Notice also how the +10 reward state now has a value less than 10. This is because the agent gets flung to one of the corners and these corners look bad at this stage.
After the next step of value iteration, shown on the right-hand side of the figure, the effect of the +10 reward has progressed one more step. In particular, the corners shown get values that indicate a reward in 3 steps.
An applet is available on the book web site showing the details of value iteration for this example.
The value iteration algorithm of Figure 9.14 has an array for each stage, but it really only must store the current and the previous arrays. It can update one array based on values from the other.
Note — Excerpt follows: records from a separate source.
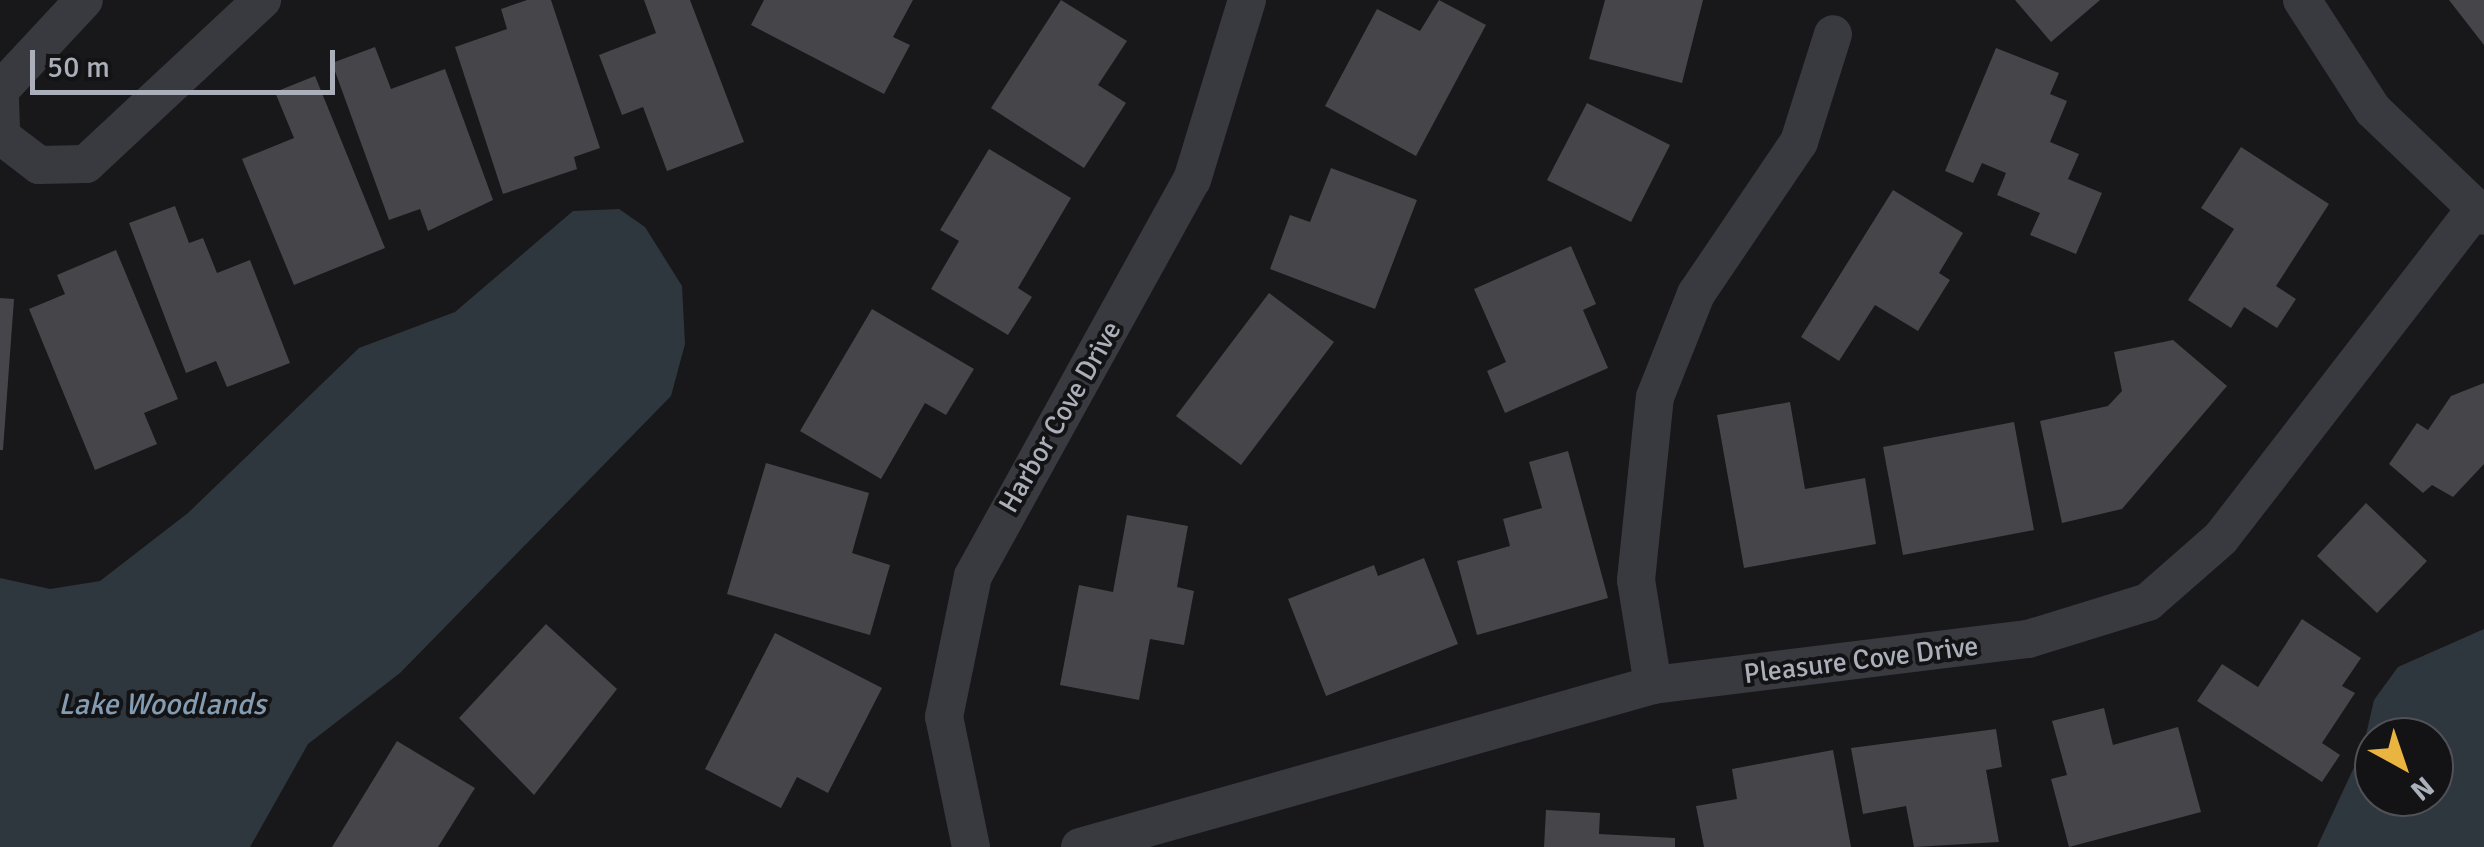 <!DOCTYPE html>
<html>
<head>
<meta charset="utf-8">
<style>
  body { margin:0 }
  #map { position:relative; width:2484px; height:847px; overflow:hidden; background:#18181a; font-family:Signika,sans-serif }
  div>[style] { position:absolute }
  .water>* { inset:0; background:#2f373e }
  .building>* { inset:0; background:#45454a }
  .minor>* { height:38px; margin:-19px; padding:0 19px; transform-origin:19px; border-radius:19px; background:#393a3f }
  span { translate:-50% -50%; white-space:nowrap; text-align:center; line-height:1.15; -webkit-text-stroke:8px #131315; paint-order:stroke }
  .street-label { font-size:28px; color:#abafb9 }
  .water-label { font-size:30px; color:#849cb2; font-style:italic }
  .north { position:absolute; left:2354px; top:717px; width:100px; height:100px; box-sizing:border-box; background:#131315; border:2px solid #505157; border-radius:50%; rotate:140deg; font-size:28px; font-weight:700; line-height:40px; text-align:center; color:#abafb9 }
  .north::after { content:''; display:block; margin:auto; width:35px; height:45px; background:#eab441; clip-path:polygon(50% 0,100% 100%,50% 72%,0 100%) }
  .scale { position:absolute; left:30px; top:50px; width:305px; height:45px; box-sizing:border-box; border:5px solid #abafb9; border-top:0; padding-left:12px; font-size:30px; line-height:35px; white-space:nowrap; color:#abafb9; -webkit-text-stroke:8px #131315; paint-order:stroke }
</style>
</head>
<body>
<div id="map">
  <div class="water">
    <i style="clip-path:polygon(619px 209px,645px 227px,682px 286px,685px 344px,671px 396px,400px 673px,308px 744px,250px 847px,0 847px,0 578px,50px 589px,100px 581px,188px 513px,359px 348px,455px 312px,573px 211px)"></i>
    <i style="clip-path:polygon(evenodd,2484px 629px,2484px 847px,2317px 847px,2363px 748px,2374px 700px,2398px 667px,2484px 629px,2434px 737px,2434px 797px,2374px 797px,2374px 737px,2434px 737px)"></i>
  </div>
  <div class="building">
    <i style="clip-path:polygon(527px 0,551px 0,600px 148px,574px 157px,577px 169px,503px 194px,455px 47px,507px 29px,501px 9px)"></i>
    <i style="clip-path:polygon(644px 0,690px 0,744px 142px,667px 171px,643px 107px,622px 115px,599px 55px,656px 33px)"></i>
    <i style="clip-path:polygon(764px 0,913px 0,893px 37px,910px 45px,884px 94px,751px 25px)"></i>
    <i style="clip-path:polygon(1061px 0,1127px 41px,1098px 85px,1126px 103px,1084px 168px,991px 108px)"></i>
    <i style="clip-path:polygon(1439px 0,1486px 25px,1416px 156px,1325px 106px,1377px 9px,1420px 31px)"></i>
    <i style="clip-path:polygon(1605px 0,1703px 0,1682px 83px,1589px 59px)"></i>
    <i style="clip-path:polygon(2015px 0,2100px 0,2051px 42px)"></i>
    <i style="clip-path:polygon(2449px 0,2484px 0,2484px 45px)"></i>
    <i style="clip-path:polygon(375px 47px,391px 89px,445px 69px,493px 200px,428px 231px,420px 209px,389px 220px,332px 63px)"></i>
    <i style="clip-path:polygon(1996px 48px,2059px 73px,2050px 94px,2067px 101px,2050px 142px,2079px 154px,2068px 179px,2102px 193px,2076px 254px,2030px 235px,2040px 213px,1997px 195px,2006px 173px,1982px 163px,1973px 183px,1945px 171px)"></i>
    <i style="clip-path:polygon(315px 76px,385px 248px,294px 285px,242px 159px,294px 138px,275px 92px)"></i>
    <i style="clip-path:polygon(1587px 103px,1670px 145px,1631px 222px,1547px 180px)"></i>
    <i style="clip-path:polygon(2241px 147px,2329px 204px,2276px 286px,2296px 299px,2277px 328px,2244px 307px,2231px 328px,2188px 300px,2234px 229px,2201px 208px)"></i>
    <i style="clip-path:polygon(989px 149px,1071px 198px,1018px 288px,1032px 297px,1008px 335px,931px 289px,959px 241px,940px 230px)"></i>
    <i style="clip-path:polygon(1331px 168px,1417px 200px,1375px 309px,1270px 269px,1290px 215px,1310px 222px)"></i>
    <i style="clip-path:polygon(1893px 190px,1963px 233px,1939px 273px,1950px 280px,1918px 331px,1875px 305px,1839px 361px,1801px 337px)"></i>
    <i style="clip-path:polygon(175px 206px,189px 243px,203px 238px,217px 273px,250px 260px,290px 363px,227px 387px,216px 361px,186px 373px,129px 223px)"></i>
    <i style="clip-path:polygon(1571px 246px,1596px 304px,1583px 310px,1608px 368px,1505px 413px,1487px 371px,1506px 362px,1474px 289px)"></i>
    <i style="clip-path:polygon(116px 250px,178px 399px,144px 413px,157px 444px,95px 470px,29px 309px,65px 294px,57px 275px)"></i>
    <i style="clip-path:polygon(1269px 293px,1334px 342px,1241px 465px,1176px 416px)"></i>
    <i style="clip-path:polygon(0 298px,14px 299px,3px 450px,0 450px)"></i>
    <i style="clip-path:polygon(872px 309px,974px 369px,946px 415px,925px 403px,881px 479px,800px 431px)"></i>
    <i style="clip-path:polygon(2173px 340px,2227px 386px,2122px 509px,2062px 523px,2040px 421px,2108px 406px,2122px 391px,2114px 352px)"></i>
    <i style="clip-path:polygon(2484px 383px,2484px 464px,2453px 497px,2432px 485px,2423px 493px,2389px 464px,2417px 423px,2428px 430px,2451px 396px)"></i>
    <i style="clip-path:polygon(1790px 402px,1805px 489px,1865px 478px,1876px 544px,1744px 568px,1717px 415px)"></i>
    <i style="clip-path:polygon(2014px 422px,2034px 530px,1903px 555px,1883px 447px)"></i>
    <i style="clip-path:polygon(1568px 451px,1608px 598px,1477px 635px,1457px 561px,1510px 546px,1503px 519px,1542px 508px,1529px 462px)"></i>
    <i style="clip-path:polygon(766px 463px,869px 493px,852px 553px,890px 565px,870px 635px,727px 594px)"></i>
    <i style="clip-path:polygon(2366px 503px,2427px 561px,2377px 613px,2317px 556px)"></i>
    <i style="clip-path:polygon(1127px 515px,1188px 526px,1177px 587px,1194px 591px,1184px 645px,1150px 639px,1139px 700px,1060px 685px,1079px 585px,1113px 592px)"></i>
    <i style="clip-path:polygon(1424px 558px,1458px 644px,1326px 696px,1288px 599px,1374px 565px,1378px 576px)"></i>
    <i style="clip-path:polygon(2302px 619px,2361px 658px,2342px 686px,2355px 693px,2322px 743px,2340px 755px,2322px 782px,2197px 701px,2222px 664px,2258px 687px)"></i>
    <i style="clip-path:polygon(546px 624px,617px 689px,534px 795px,459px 718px)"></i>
    <i style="clip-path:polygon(775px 633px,882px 688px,828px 793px,797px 777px,781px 808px,705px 769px)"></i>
    <i style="clip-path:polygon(2104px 708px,2113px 745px,2178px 727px,2201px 812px,2069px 847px,2051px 779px,2067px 775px,2052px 721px)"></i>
    <i style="clip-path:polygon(1996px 729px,2002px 767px,1986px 770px,1999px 842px,1914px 847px,1906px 806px,1863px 814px,1851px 748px)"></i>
    <i style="clip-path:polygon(397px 741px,475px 788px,438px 847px,332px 847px)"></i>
    <i style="clip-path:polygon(1833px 750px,1851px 847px,1704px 847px,1696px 806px,1737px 799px,1732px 769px)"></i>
    <i style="clip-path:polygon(1546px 810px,1600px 813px,1599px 834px,1675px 838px,1675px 847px,1544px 847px)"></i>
  </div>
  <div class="minor">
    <i style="left:2302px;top:0;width:131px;rotate:57.2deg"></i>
    <i style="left:2373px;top:110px;width:153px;rotate:43.7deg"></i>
    <i style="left:0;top:90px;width:123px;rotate:-47deg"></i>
    <i style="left:0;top:100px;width:36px;rotate:88deg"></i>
    <i style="left:1px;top:136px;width:48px;rotate:37.3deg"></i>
    <i style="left:39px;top:165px;width:47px;rotate:-1.2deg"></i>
    <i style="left:86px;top:164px;width:241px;rotate:-43deg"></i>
    <i style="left:1653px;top:685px;width:106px;rotate:-99.2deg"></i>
    <i style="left:1636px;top:580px;width:184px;rotate:-84.1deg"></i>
    <i style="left:1655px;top:397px;width:111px;rotate:-68.3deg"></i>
    <i style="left:1696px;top:294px;width:184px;rotate:-55.9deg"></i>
    <i style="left:1799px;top:142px;width:113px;rotate:-72.5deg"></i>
    <i style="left:971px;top:847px;width:133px;rotate:-101.7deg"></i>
    <i style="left:944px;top:717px;width:144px;rotate:-78.4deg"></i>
    <i style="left:973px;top:576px;width:453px;rotate:-61.1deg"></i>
    <i style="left:1192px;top:180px;width:188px;rotate:-73deg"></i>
    <i style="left:1080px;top:847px;width:595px;rotate:-15.79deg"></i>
    <i style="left:1653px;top:685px;width:378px;rotate:-7deg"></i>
    <i style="left:2028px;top:639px;width:126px;rotate:-17.1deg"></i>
    <i style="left:2148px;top:602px;width:97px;rotate:-41.2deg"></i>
    <i style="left:2221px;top:538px;width:413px;rotate:-52.3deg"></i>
  </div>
  <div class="street-label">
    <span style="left:1060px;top:417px;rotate:-60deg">Harbor Cove Drive</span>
    <span style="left:1861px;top:660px;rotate:-7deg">Pleasure Cove Drive</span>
  </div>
  <div class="water-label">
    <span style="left:162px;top:705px">Lake Woodlands</span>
  </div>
  <div class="north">N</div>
  <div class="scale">50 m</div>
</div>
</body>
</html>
A common refinement of this algorithm is asynchronous value iteration. Rather than sweeping through the states to create a new value function, asynchronous value iteration updates the states one at a time, in any order, and store the values in a single array. Asynchronous value iteration can store either the Q[s,a] array or the V[s] array. Figure 9.15 shows asynchronous value iteration when the Q array is stored. It converges faster and uses less space than value iteration and is the basis of some of the algorithms for reinforcement learning. Termination can be difficult to determine if the agent must guarantee a particular error, unless it is careful about how the actions and states are selected. Often, this procedure is run indefinitely and is always prepared to give its best estimate of the optimal action in a state when asked.
2: Inputs
3: S is the set of all states
4: A is the set of all actions
5: P is state transition function specifying P(s'|s,a)
6: R is a reward function R(s,a,s')
7: Output
8: π[s] approximately optimal policy
9: Q[S,A] value function
10: Local
11: real array Q[S,A]
12: action array π[S]
13: assign Q[S,A] arbitrarily
14: repeat
15: select a state s
16: select an action a
17: Q[s,a] = ∑_{s'} P(s'|s,a) (R(s,a,s')+ γmax_{a'} Q[s',a'])
18: until termination
19: for each state s do
20: π[s] = argmax_{a} Q[s,a]
21: return π,Q
Asynchronous value iteration could also be implemented by storing just the V[s] array. In that case, the algorithm selects a state s and carries out the update:
V[s]=max_{a} ∑_{s'} P(s'|s,a) (R(s,a,s')+ γV[s']).
Although this variant stores less information, it is more difficult to extract the policy. It requires one extra backup to determine which action a results in the maximum value. This can be done using
π[s]= argmax_{a} ∑_{s'} P(s'|s,a) (R(s,a,s')+ γV[s']).
In asynchronous value iteration, the +10 reward state can be chosen first. Then the node to its left can be chosen, and its value will be 0.7×0.9×10=6.3. Then the node above that node could be chosen, and its value would become 0.7×0.9×6.3=3.969. Note that it has a value that reflects that it is close to a +10 reward after considering 3 states, not 300 states, as does value iteration.